(Beginning of SOURCE MATERIAL)

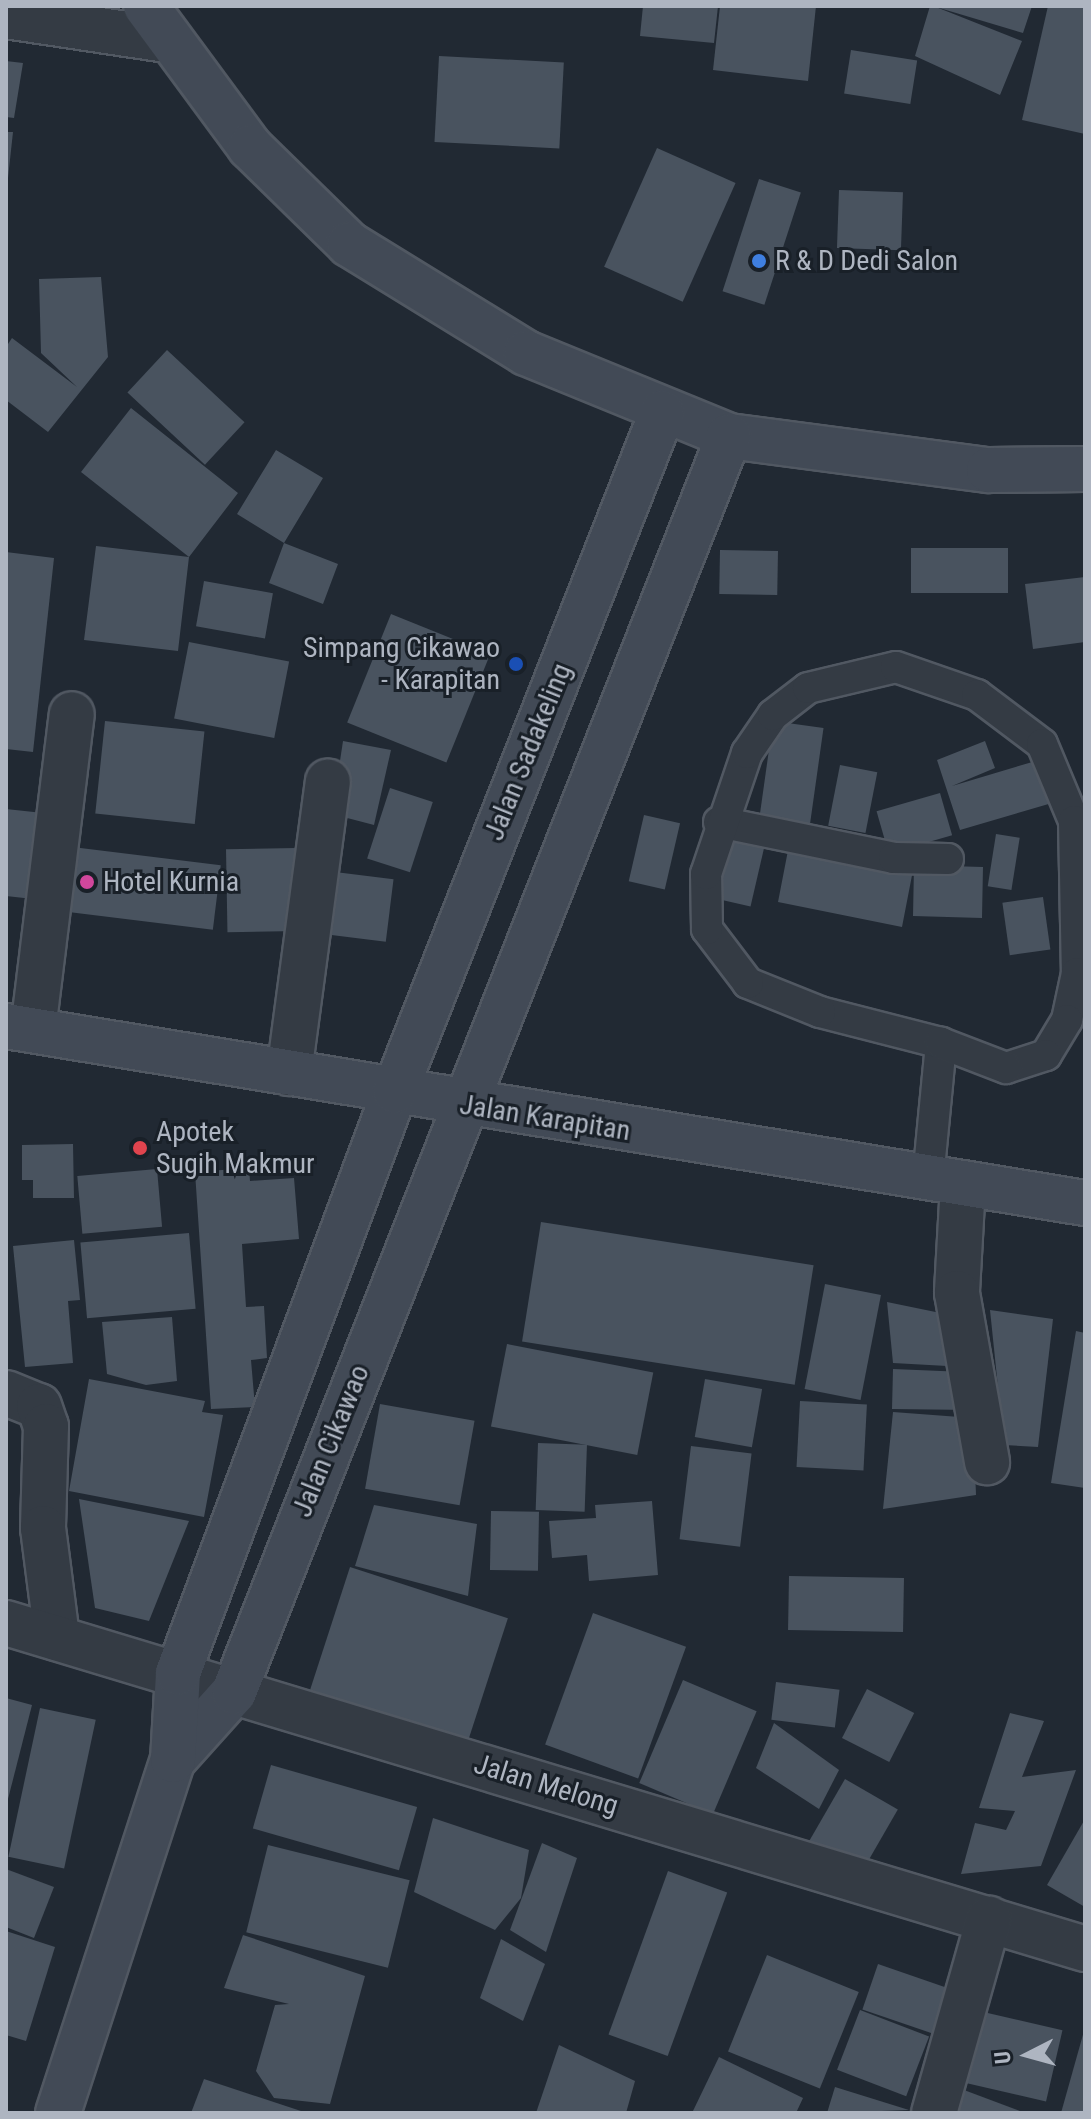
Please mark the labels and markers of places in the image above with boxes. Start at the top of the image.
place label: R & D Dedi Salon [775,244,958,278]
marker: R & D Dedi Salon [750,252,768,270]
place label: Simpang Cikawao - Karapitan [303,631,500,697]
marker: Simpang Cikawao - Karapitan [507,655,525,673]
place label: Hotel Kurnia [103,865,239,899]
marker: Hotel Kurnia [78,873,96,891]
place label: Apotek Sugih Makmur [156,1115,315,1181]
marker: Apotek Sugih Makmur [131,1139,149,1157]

(End of SOURCE MATERIAL)

WHAT IS REQUIRED
Pictures are to be left out, while the records are copied word for word.

EXERCISE SOLUTION
Please mark the labels and markers of places in the image above with boxes. Start at the top of the image.
place label: R & D Dedi Salon [775,244,958,278]
marker: R & D Dedi Salon [750,252,768,270]
place label: Simpang Cikawao - Karapitan [303,631,500,697]
marker: Simpang Cikawao - Karapitan [507,655,525,673]
place label: Hotel Kurnia [103,865,239,899]
marker: Hotel Kurnia [78,873,96,891]
place label: Apotek Sugih Makmur [156,1115,315,1181]
marker: Apotek Sugih Makmur [131,1139,149,1157]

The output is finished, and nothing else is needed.